**Brief:**
In the data below, find the line containing "ctx.strokeStyle = color;", then set down that line and every later line up to and including the line containing "ctx.setLineDash([]);", exactly.

[Opening Information given section]

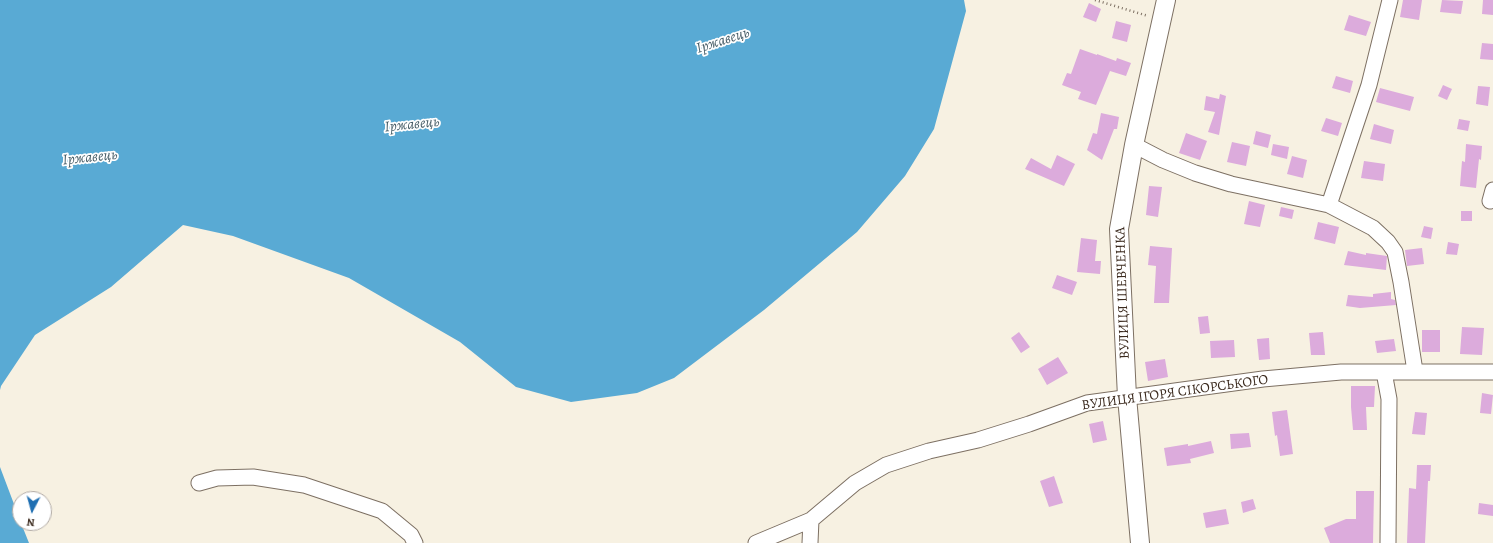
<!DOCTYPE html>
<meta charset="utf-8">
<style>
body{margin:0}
#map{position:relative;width:1493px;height:543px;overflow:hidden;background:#f7f1e2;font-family:Alegreya,serif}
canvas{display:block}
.north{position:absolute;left:12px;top:491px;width:40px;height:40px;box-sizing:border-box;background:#fff;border:1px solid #b1aaa5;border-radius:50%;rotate:186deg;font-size:11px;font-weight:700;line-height:16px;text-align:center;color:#3b2a1e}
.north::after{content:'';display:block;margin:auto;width:14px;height:18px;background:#1f6fb2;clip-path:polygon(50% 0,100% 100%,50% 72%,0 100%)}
</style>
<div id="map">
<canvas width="1493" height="543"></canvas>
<div class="north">N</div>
</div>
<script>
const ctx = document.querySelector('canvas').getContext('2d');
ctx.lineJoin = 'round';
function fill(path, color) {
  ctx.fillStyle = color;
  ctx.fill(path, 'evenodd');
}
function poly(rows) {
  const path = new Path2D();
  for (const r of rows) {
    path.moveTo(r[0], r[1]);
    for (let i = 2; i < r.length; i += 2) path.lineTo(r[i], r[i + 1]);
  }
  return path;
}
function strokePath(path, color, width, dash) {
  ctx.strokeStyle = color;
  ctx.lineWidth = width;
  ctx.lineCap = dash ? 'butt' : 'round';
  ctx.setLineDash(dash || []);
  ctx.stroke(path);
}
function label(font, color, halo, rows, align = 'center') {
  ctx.font = font + ' Alegreya,serif';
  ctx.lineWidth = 3.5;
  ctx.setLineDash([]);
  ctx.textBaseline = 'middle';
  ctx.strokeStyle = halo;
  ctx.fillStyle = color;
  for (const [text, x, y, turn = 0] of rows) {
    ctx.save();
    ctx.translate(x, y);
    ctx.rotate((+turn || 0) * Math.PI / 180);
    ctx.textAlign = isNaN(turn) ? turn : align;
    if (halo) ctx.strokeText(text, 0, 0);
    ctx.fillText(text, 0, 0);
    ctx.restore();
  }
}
const water = poly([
 [0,0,964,0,966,11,934,129,905,176,857,232,764,310,674,378,637,393,571,402,516,387,460,342,349,278,233,236,183,225,111,287,35,335,1,386,0,390],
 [0,467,20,520,20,523,21,523,29,543,0,543]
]);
const building = poly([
 [1403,0,1422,0,1419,20,1400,17],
 [1442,0,1463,1,1461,14,1440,12],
 [1483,0,1493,0,1493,15,1482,14],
 [1089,3,1101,9,1096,22,1083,17],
 [1349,15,1371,22,1366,36,1344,30],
 [1116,21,1131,25,1127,42,1112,38],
 [1482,43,1493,44,1493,60,1480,59],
 [1080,49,1097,55,1097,54,1116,61,1117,58,1131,63,1126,76,1110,71,1096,105,1078,99,1081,92,1062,85,1067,73,1071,74],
 [1336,76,1353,81,1350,93,1332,88],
 [1443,85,1452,89,1447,100,1438,96],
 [1478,86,1490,87,1488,106,1476,104],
 [1380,88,1414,97,1410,111,1376,102],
 [1220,94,1226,96,1219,135,1208,132,1215,112,1204,110,1206,96,1219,99],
 [1101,113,1119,117,1117,129,1114,129,1102,160,1087,150,1093,133,1097,134],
 [1326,118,1342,123,1338,136,1321,131],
 [1459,119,1470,121,1468,131,1457,129],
 [1374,124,1394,130,1391,144,1370,139],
 [1256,131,1271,135,1268,148,1253,144],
 [1186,133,1207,141,1200,160,1179,153],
 [1232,142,1250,146,1246,166,1227,162],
 [1273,144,1289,147,1287,159,1271,155],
 [1466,144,1482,146,1481,160,1479,159,1476,188,1460,186,1462,161,1465,162],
 [1057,155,1075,164,1064,186,1025,169,1031,158,1051,169],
 [1292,156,1307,160,1303,178,1287,174],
 [1364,161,1385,164,1383,181,1361,178],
 [1149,186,1162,187,1158,217,1146,215],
 [1249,201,1265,205,1260,227,1244,224],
 [1281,207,1294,210,1292,219,1279,216],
 [1461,211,1472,211,1472,221,1461,221],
 [1318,222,1339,227,1335,244,1314,239],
 [1424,226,1433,228,1431,239,1421,237],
 [1081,238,1097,240,1095,261,1101,261,1100,274,1077,272],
 [1448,242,1459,244,1457,255,1446,254],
 [1150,246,1172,248,1169,303,1154,303,1156,266,1148,265],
 [1422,248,1424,264,1407,266,1405,250],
 [1348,251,1366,255,1366,253,1387,256,1386,270,1344,265],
 [1057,275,1077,282,1072,295,1052,288],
 [1391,292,1391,299,1395,300,1396,305,1360,308,1346,306,1348,295,1373,297,1373,294],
 [1208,316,1210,333,1200,334,1198,317],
 [1462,327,1484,328,1482,355,1460,354],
 [1422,330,1440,330,1440,352,1422,352],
 [1019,332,1030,347,1021,353,1011,338],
 [1323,332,1325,355,1311,355,1309,333],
 [1269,338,1270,359,1259,360,1257,339],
 [1394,339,1396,351,1377,353,1375,341],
 [1234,340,1235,357,1211,358,1210,341],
 [1058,357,1068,373,1047,385,1038,369],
 [1165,359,1168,377,1148,381,1145,362],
 [1351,386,1375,386,1374,407,1366,407,1367,430,1353,430,1351,407],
 [1482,393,1493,395,1491,414,1480,413],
 [1287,410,1293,454,1280,456,1277,435,1275,436,1272,412],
 [1415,412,1427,413,1425,435,1412,434],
 [1103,421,1107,440,1093,443,1089,424],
 [1249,433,1251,447,1231,449,1230,434],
 [1211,441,1214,453,1190,459,1191,463,1167,466,1164,448,1188,444,1188,446],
 [1417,465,1431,465,1430,481,1428,481,1425,543,1407,543,1409,488,1416,489],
 [1054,476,1063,503,1049,507,1040,481],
 [1356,491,1374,491,1373,543,1330,543,1324,528,1346,519,1356,519],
 [1253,499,1256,509,1243,513,1241,502],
 [1479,503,1493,505,1493,516,1478,514],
 [1226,509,1229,524,1206,528,1203,513]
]);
const path = poly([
 [1095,0,1148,16]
]);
const minor = poly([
 [1134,145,1163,160,1195,173,1231,184,1329,205,1373,228,1388,242,1395,252,1401,282,1415,371],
 [1490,201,1493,190],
 [1329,205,1369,85,1390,0],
 [1384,372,1389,399,1388,543],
 [199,483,217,478,253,477,304,485,382,511,411,535,415,543],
 [756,543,811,520,855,483,886,465,929,451,978,440,1029,424,1087,403,1263,379,1341,372,1493,372],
 [810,543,811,520]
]);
const tertiary = poly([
 [1140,543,1127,397,1119,229,1134,145,1166,0]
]);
const streetNames = [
 ["ВУЛИЦЯ ШЕВЧЕНКА",1123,293,-92],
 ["ВУЛИЦЯ ІГОРЯ СІКОРСЬКОГО",1175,393,-8]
];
const waterNames = [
 ["Іржавець",723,41,-18],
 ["Іржавець",412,125,-6],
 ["Іржавець",90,158,-6]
];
fill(water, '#59aad4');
fill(building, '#dcabdc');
strokePath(minor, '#7d7063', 17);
strokePath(tertiary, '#7d7063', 20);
strokePath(path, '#7d7063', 2.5, [1, 3]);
strokePath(minor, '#fff', 15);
strokePath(tertiary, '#fff', 18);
label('14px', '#3b2a1e', '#fff', streetNames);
label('italic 15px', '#475d67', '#fff', waterNames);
</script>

[Closing Information given section]

**Answer for this exercise:**
  ctx.strokeStyle = color;
  ctx.lineWidth = width;
  ctx.lineCap = dash ? 'butt' : 'round';
  ctx.setLineDash(dash || []);
  ctx.stroke(path);
}
function label(font, color, halo, rows, align = 'center') {
  ctx.font = font + ' Alegreya,serif';
  ctx.lineWidth = 3.5;
  ctx.setLineDash([]);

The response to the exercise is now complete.